- WHAT THE TASK ASKS -
Within the entries below, count the lines that hold the string "linecap" and give only that number.

*** RECORD SET Section Begins ***

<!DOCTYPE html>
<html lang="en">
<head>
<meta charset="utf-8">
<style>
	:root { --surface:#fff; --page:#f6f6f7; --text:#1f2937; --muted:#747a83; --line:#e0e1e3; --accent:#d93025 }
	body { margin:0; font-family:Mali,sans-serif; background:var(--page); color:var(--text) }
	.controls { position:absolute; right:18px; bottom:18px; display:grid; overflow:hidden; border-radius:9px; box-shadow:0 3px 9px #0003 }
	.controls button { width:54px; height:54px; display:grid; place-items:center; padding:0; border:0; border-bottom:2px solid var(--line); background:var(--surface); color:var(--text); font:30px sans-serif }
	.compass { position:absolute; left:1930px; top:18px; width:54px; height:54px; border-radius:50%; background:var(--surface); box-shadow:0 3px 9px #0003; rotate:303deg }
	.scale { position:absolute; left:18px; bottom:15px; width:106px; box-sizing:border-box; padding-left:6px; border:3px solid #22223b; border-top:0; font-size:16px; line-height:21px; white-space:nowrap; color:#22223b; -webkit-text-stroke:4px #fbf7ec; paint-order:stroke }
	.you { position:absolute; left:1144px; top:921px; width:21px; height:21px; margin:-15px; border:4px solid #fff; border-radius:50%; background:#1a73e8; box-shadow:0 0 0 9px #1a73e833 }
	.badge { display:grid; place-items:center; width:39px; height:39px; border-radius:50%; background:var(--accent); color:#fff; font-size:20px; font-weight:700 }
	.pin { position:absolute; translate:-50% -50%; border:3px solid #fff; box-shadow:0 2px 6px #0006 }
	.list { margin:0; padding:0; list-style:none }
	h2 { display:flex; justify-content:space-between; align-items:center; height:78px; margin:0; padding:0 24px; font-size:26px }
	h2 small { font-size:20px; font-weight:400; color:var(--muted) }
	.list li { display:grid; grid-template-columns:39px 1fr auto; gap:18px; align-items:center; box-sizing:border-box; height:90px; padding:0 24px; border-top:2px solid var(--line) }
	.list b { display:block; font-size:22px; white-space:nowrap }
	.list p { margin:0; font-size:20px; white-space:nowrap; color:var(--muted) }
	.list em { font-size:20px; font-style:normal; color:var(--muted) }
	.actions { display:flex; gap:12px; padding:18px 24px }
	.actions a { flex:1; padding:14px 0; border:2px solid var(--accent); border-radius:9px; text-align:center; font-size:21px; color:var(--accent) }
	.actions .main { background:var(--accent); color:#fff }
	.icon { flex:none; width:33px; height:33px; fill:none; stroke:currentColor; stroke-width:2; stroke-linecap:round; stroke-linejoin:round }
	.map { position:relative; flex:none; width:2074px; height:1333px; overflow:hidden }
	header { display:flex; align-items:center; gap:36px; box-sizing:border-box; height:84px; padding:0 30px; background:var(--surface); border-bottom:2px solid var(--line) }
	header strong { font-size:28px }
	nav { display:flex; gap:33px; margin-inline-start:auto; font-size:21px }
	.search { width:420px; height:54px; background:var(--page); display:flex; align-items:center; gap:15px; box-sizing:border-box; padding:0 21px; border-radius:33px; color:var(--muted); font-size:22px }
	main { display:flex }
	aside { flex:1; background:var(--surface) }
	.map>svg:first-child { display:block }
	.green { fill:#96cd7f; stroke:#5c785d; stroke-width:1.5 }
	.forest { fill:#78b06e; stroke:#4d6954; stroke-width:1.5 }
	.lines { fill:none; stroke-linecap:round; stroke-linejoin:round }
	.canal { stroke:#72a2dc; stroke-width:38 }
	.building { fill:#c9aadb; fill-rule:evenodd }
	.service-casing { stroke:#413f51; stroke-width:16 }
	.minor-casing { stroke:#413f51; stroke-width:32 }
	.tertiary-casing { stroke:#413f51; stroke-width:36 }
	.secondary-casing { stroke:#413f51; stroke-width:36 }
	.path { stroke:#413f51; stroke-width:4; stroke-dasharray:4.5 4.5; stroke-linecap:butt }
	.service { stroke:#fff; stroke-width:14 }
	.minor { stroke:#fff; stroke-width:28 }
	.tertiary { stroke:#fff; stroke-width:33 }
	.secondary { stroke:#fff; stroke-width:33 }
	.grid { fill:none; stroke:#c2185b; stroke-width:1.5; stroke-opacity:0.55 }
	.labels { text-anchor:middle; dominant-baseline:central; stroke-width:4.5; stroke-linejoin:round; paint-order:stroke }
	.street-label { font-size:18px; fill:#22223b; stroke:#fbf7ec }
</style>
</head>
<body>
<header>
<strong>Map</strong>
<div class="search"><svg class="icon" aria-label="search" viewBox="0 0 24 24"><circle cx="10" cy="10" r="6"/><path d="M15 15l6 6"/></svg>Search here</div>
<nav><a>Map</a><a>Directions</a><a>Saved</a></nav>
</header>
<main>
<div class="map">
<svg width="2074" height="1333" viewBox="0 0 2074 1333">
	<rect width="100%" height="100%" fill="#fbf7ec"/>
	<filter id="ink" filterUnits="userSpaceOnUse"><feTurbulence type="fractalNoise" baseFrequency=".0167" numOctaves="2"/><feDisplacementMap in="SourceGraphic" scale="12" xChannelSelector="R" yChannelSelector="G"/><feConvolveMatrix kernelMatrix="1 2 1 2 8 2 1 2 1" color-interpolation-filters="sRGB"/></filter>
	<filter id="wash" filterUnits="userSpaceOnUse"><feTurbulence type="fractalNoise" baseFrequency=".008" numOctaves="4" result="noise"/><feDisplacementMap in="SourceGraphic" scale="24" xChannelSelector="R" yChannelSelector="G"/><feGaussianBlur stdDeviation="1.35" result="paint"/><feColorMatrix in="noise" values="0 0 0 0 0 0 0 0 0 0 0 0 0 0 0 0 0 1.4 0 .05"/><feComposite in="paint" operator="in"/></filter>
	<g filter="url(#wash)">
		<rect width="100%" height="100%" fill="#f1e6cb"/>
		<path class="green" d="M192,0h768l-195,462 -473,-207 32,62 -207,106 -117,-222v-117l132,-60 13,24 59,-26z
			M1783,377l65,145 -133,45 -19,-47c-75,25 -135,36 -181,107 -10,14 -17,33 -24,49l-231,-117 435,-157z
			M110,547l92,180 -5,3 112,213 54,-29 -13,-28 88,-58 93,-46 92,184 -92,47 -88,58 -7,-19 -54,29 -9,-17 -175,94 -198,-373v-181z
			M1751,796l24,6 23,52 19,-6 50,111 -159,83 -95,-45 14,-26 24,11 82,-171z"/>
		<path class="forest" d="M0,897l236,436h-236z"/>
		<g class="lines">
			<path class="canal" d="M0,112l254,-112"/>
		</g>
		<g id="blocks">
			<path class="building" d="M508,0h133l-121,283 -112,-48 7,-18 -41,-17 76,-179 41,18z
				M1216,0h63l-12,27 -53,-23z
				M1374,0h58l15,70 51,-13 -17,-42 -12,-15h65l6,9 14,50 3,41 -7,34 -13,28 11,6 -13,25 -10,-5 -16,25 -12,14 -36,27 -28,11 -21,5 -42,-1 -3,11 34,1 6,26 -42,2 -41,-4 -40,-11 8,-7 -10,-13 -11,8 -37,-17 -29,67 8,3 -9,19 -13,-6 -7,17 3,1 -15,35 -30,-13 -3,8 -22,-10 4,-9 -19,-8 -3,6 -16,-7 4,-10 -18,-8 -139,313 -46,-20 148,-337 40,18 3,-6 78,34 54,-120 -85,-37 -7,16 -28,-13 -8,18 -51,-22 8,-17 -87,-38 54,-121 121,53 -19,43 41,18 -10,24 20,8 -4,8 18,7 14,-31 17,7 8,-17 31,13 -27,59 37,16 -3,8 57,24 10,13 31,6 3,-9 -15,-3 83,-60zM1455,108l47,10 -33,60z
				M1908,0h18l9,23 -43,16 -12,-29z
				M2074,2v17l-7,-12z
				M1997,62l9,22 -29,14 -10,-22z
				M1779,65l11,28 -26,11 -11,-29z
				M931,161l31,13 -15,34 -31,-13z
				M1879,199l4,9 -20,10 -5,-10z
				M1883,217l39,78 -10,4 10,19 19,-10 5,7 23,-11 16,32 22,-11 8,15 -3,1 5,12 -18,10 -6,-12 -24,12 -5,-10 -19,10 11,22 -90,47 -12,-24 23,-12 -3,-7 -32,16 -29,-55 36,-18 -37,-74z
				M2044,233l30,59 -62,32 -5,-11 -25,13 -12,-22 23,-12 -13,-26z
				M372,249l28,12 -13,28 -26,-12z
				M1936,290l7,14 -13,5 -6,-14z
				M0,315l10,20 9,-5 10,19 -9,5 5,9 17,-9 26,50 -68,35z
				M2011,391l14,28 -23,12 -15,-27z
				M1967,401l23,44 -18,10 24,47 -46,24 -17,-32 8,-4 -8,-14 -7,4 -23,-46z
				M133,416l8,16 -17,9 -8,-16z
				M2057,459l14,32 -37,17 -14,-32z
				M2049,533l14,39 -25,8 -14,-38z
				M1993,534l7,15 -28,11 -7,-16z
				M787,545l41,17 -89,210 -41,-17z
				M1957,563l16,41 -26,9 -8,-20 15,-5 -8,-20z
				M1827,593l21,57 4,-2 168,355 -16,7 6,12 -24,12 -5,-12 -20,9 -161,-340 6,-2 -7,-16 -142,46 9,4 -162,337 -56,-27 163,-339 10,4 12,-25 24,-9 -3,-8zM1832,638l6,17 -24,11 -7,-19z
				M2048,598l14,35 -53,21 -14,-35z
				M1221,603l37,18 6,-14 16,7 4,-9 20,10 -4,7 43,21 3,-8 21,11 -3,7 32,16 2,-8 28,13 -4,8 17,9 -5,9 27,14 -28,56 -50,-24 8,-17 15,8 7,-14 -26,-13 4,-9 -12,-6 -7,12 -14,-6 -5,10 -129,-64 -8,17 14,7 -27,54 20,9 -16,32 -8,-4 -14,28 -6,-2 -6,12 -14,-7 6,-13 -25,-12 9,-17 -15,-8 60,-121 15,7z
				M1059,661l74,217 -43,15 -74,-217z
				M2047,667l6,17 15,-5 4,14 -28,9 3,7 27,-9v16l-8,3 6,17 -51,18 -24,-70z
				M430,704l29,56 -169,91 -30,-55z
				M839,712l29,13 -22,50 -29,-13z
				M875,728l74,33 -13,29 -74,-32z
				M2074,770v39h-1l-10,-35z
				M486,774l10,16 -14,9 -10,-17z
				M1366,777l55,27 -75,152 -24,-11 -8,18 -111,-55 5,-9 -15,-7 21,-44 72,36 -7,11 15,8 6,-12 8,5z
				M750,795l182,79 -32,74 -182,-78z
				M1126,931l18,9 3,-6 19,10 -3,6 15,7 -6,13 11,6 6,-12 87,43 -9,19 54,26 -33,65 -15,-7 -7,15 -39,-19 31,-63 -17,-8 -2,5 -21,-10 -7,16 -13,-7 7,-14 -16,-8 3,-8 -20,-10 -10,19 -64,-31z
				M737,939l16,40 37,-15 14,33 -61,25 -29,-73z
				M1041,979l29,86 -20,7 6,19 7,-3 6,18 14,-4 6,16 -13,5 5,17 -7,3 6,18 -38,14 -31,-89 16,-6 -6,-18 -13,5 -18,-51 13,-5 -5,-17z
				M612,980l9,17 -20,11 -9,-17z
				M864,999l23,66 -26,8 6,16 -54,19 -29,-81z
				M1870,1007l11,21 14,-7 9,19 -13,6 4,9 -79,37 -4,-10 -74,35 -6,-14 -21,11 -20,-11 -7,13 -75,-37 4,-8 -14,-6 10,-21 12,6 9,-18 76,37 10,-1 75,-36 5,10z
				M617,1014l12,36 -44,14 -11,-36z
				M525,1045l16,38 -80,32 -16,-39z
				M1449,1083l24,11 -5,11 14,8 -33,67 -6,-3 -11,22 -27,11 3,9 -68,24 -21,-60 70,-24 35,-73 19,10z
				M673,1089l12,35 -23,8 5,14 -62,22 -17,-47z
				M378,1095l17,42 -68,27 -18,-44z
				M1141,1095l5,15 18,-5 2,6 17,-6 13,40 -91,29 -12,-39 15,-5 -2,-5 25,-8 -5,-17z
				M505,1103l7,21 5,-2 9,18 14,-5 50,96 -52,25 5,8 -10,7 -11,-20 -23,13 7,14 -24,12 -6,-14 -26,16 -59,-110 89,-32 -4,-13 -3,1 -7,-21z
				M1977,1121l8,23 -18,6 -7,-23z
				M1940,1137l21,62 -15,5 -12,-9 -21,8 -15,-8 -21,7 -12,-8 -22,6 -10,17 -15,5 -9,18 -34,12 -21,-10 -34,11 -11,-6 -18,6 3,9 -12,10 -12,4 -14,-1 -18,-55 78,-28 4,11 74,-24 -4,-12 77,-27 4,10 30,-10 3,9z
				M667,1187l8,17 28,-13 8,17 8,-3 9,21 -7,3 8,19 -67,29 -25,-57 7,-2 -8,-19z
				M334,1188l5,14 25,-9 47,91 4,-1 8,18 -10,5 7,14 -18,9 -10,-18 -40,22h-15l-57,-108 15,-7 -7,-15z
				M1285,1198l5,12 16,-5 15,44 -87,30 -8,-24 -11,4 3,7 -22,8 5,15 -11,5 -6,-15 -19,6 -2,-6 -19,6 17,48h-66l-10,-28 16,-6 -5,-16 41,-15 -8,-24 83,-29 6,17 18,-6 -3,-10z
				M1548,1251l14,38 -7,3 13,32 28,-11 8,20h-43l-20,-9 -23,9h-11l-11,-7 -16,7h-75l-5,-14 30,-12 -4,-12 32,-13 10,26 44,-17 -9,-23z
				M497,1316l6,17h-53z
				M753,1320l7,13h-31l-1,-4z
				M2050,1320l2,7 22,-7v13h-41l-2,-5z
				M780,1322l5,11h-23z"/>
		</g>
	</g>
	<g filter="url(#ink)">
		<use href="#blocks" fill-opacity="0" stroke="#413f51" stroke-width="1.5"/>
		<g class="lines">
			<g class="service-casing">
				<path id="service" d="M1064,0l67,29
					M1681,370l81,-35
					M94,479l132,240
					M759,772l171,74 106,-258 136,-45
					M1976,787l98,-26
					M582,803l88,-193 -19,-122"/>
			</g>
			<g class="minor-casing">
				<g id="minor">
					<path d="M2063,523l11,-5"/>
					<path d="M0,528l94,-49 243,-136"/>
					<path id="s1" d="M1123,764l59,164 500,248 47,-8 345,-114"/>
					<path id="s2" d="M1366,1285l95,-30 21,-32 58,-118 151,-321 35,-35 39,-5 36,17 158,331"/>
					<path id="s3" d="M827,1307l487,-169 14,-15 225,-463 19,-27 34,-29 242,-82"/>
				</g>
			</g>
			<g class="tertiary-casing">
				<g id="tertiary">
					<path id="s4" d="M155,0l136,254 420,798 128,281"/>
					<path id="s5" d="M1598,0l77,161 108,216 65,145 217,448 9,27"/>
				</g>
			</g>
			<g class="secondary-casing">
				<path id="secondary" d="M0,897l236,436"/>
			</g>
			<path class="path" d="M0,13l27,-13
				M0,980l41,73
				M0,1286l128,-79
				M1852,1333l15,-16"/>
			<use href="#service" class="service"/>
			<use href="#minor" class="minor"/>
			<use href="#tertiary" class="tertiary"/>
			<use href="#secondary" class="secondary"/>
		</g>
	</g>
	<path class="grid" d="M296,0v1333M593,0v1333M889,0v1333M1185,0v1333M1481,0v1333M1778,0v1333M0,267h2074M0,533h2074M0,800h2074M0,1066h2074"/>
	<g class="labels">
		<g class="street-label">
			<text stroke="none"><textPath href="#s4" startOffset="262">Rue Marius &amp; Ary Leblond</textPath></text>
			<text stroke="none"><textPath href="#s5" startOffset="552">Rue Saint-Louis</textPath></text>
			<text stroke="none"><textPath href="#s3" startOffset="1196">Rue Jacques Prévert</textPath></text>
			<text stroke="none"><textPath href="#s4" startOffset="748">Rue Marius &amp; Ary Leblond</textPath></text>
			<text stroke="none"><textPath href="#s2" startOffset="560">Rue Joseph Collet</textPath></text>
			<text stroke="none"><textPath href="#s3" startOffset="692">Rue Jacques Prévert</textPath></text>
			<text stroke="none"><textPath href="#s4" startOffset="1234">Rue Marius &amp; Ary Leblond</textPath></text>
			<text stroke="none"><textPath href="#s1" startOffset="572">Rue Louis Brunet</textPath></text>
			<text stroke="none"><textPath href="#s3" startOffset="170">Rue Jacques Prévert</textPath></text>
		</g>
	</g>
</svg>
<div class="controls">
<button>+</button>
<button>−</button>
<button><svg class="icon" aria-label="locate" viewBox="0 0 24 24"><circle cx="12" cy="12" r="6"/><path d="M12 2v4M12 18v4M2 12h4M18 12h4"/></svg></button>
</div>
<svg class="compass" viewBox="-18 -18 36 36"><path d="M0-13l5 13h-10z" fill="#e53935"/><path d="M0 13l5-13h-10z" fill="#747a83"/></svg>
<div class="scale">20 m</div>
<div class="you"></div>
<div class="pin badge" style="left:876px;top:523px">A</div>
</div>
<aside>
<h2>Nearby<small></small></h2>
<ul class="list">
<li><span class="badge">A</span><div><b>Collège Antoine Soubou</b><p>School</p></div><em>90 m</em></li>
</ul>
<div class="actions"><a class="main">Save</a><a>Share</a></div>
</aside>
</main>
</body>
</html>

*** RECORD SET Section Ends ***

- PROBLEM SOLUTION -
3